The Year 2000: A Framework for the speculation on the next thirty-three years.
Mrs Hardly’s way cool blog project – Part 1
Note: I had orginally planned to approach this project in a fairly methodical way, carefully summarising each chapter and tossing in some commentary. However, after attempting to read the introduction and first chapter, I’m not sure that careful summaries are the best approach, so the project will be done in a fairly ad hoc fashion – I’ll pick out the best bits and omit the boring, because the less essay-like this ends up – the better. This may mean the project is rather shorter than I’d anticipated, because there seems to be a very large amount of The Boring contained within the 425+ pages.
The intro, by Daniel Bell, “Chairman of the Commission on the Year 2000, American Academy of Arts & Sciences”, begins intriguingly – he talks about a series of books called “Today and Tomorrow”, published by Keegan Paul / E P Dutton in the 1920s. These actually sound incredibly cool and I’d love to get my hands on some of them. Bell obviously doesn’t think they are anywhere remotely as cool as I do, he is quite contemptuous of the majority of the volumes, because they are “fanciful”, have a “puckish” tone and “lack seriousness”. He goes so far as to label the volumes on society as “feeble” and is particularly scathing about JFC Fuller’s Atlantis, America and the future, where Fuller predicts the US will be plunged into a religious war in the distant future, which Bell obviously thinks ridiculous. Hmmmmm, who is feeble now Mr Bell?
This goes on for many, many pages and really, I’ve not experienced such a high level of, what can only be described as, bitchiness in such a scholarly work before, and as we all know, I love me some snark and I never, ever thought that I would find anything to be too snarky1. Thank gods Mr Bitchy has only written the introduction, because if this was his book it would be consigned, mostly unread, to a Charity Shop somewhere in the Eastern Suburbs of Sydney quicker than you could say “Mr Bell, you are a real tool”. And I really hope that Herman and The Wiener are not the same pompous, loathesome dickheads that Mr Bitchy appears to be or this project will come to a rather abrupt conclusion.
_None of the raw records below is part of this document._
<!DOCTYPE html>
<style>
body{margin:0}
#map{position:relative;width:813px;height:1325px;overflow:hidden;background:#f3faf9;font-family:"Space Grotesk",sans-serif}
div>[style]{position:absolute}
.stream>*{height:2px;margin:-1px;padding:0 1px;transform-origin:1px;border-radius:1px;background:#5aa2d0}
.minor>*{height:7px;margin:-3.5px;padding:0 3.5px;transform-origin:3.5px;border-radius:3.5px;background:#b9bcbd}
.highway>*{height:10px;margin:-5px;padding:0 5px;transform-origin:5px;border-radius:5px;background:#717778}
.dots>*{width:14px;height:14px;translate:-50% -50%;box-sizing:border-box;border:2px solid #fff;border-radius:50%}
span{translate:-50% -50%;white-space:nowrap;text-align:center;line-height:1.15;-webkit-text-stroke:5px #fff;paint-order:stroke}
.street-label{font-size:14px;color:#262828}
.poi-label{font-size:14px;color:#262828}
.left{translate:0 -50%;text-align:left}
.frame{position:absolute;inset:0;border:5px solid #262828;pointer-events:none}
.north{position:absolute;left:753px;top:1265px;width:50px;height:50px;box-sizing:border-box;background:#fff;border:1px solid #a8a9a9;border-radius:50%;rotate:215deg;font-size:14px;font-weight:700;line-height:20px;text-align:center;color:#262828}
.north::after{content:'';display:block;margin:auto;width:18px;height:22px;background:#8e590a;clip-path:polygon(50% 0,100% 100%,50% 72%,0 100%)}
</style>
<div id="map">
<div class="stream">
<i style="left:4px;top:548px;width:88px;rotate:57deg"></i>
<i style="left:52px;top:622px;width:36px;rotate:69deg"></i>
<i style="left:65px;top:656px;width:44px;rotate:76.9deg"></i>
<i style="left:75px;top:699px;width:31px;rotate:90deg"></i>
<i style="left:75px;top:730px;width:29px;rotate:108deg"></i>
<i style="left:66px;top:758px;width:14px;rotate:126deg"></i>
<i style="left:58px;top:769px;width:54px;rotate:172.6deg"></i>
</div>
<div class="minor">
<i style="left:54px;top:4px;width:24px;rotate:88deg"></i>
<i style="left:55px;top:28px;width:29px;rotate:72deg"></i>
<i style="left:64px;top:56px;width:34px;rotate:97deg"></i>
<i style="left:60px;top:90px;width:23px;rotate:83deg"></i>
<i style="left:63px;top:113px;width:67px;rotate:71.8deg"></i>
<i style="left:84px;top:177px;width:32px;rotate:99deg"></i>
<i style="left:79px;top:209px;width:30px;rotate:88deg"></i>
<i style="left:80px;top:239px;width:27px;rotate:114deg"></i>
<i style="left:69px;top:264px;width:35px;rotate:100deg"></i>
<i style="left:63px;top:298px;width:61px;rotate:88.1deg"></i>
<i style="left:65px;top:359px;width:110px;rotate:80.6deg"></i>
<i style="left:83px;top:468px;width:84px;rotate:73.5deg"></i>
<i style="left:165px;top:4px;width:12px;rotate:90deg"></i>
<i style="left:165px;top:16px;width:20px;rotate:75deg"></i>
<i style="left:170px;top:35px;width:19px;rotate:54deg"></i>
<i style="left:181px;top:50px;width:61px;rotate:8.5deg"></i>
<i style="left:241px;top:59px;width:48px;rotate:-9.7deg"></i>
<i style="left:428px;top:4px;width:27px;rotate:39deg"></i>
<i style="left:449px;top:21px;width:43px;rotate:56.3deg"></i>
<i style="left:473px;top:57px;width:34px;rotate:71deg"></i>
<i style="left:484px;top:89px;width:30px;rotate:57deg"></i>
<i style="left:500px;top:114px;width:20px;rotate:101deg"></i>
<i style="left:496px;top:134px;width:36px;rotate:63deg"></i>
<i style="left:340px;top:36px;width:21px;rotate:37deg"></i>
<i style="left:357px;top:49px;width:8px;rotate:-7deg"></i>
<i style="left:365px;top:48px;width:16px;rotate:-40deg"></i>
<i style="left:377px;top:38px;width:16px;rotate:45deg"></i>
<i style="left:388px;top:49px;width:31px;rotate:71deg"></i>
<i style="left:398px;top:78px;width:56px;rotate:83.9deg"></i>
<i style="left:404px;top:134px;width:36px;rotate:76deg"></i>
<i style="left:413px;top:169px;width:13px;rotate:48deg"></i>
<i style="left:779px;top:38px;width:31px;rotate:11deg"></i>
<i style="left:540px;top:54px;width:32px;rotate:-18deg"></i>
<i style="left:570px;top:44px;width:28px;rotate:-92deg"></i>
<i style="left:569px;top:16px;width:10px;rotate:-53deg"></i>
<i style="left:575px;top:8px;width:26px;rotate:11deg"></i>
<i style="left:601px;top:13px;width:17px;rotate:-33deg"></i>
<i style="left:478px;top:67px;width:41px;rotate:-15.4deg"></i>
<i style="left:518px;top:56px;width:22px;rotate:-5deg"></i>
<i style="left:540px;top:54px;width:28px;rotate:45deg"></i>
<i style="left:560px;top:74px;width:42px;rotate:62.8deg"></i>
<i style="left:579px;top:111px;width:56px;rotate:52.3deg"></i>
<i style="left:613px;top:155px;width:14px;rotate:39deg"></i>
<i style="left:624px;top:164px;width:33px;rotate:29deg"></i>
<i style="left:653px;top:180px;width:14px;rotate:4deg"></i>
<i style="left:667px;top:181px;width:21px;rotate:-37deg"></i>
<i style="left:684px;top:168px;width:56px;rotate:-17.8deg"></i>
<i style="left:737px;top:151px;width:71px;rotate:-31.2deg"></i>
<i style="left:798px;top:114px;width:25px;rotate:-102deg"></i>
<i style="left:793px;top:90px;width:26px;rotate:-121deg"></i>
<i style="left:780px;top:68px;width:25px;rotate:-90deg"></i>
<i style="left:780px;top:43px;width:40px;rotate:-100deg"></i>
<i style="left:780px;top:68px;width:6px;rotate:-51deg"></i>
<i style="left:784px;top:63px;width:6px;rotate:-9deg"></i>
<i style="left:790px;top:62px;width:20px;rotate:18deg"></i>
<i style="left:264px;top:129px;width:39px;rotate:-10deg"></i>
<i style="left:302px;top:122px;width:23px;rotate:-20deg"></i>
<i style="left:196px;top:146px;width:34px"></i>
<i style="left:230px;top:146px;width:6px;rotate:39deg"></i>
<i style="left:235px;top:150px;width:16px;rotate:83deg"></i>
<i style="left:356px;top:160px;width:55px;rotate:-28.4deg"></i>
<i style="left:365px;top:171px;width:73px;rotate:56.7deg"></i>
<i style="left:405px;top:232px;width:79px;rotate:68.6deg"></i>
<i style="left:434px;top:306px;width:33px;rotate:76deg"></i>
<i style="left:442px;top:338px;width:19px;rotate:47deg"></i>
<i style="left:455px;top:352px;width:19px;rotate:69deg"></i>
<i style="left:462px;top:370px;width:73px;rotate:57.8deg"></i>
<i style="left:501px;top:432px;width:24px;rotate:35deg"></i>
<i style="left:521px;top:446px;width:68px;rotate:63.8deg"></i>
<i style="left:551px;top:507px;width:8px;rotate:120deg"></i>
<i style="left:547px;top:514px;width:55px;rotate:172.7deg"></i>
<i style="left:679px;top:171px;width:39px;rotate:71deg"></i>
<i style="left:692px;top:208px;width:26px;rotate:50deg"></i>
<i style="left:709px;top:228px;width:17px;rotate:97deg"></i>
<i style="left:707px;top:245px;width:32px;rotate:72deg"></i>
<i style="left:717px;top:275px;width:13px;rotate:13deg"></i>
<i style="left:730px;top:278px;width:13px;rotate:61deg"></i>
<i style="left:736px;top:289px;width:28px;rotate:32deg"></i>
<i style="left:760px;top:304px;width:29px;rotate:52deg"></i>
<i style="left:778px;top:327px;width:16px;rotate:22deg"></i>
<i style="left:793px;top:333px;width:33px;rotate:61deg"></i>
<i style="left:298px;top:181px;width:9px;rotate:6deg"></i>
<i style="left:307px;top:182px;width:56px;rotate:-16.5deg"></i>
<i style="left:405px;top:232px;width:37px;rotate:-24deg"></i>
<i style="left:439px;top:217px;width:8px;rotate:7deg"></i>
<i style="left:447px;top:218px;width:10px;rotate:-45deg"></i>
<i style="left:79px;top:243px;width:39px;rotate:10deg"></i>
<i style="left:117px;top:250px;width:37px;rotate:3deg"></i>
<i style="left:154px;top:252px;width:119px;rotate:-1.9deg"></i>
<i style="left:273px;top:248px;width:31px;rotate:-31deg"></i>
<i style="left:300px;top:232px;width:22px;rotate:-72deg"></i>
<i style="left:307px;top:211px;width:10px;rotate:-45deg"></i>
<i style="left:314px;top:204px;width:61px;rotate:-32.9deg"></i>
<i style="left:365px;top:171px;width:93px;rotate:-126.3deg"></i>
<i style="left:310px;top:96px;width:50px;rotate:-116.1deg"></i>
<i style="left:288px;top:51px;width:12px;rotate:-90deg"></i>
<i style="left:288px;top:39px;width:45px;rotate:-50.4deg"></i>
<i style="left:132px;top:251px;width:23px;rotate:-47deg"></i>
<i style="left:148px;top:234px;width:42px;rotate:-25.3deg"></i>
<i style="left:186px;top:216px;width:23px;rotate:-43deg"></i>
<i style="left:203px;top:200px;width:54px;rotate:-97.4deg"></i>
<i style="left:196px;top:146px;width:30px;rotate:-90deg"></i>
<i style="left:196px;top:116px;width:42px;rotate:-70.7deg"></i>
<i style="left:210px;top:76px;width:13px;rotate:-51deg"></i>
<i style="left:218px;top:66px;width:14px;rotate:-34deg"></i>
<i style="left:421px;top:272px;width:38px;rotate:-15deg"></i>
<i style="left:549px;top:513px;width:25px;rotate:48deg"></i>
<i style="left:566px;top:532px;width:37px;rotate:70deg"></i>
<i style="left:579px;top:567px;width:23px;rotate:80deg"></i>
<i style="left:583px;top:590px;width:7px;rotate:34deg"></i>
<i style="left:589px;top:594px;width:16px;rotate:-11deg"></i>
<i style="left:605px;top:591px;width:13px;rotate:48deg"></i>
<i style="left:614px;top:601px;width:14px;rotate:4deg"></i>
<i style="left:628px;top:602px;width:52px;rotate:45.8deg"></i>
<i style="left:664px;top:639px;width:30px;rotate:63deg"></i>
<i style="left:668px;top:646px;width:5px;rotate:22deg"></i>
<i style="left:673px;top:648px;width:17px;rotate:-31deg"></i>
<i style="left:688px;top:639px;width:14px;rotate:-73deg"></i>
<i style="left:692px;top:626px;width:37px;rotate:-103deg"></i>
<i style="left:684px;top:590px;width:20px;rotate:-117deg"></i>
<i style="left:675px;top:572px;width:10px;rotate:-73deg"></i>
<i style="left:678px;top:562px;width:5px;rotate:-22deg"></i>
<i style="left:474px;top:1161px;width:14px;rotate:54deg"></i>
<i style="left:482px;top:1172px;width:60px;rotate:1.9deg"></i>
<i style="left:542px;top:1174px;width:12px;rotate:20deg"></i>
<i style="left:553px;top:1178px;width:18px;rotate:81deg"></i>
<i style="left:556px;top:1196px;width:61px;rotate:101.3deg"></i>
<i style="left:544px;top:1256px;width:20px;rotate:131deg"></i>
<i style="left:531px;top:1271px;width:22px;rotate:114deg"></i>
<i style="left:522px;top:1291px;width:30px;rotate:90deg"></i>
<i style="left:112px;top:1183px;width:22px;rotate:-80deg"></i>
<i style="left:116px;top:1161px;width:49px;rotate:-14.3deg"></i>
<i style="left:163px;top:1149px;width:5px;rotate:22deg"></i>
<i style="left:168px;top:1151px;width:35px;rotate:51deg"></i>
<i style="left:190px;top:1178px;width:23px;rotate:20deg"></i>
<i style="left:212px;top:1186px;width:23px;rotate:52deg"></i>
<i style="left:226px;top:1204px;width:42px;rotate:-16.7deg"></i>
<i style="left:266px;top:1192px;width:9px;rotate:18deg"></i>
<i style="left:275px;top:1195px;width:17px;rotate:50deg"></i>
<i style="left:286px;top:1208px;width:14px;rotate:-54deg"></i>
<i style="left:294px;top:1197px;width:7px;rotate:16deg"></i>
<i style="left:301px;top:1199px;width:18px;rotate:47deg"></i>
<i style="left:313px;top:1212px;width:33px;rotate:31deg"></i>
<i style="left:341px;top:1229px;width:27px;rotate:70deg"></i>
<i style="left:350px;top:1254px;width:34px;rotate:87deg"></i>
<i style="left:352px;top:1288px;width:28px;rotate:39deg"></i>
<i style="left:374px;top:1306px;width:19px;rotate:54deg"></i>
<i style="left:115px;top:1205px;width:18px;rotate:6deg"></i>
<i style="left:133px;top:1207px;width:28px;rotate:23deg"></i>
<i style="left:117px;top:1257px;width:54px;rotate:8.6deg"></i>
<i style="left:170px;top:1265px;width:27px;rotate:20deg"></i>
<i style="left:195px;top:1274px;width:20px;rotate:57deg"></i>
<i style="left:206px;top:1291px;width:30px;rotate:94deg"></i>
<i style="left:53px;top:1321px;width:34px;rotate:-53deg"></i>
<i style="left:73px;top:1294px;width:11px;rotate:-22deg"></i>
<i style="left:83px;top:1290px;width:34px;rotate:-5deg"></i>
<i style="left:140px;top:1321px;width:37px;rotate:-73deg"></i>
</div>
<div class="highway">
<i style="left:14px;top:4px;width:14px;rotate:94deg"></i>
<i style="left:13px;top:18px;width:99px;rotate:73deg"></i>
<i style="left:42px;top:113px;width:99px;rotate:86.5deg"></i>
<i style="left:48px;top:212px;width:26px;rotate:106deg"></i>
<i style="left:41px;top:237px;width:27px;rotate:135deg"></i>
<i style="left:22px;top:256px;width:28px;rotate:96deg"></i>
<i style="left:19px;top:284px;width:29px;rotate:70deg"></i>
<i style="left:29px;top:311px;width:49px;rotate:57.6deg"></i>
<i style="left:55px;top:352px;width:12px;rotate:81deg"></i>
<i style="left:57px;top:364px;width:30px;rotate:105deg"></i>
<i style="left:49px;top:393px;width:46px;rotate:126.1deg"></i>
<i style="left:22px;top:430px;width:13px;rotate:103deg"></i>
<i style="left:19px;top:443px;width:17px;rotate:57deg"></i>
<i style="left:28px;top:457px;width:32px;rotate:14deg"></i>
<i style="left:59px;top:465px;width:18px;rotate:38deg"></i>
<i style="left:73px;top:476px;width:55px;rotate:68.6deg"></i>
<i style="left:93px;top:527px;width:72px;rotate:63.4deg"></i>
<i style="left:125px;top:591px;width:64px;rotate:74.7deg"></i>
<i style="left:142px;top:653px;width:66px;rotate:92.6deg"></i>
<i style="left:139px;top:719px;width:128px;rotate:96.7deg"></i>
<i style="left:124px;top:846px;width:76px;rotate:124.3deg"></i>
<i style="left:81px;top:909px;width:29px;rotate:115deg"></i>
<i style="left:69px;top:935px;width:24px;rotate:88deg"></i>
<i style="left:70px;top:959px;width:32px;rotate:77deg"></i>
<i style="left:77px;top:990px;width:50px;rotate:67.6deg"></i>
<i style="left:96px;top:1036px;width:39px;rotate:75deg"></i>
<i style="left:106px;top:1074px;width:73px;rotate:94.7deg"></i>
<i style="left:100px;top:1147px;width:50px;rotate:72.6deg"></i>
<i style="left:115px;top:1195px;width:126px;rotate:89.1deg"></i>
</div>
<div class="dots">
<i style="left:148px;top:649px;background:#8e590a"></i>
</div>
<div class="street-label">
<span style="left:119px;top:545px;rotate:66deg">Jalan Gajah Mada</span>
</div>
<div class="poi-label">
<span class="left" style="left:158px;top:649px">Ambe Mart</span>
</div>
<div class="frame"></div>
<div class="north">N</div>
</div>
Anyway, the point of the bitchiness is soon obvious. Because, you see, all previous predictions of the future have been flawed and wrong, for they lack the benefit of Sophisticated New Methodologies – like statistical time-series and modelling and controls and a whole lot of other stuff which I am going to spare you from and this all makes me rather hate statistics (and I generally think statistics rock) and I am beginning rather loathe Mr Bitchy.
I am very glad when the introduction ends – Mr Bitchy uses Machiavelli’s argument that half men’s lives are ruled by chance and the other by the men themselves to conclude that the Sophisticated New Methodologies will endeavour to have chance more or less omitted from the what-rules-men’s-lives equation.
While reading, I’m thinking, all the while, that I really should cast caution to the wind and tell The Professor the URL of my blog, because he lives for this shit. But I realise that this would probably be a Really Bad Idea (however I might gift the book to him when I am done).
Next up: the actual book (where I hope there is some decent content).
1Yes, I’m aware of the irony of snarking about something being too snarky, but hey, this is a blog, not something that purports to be a scholarly vision of the future and wants to be taken seriously.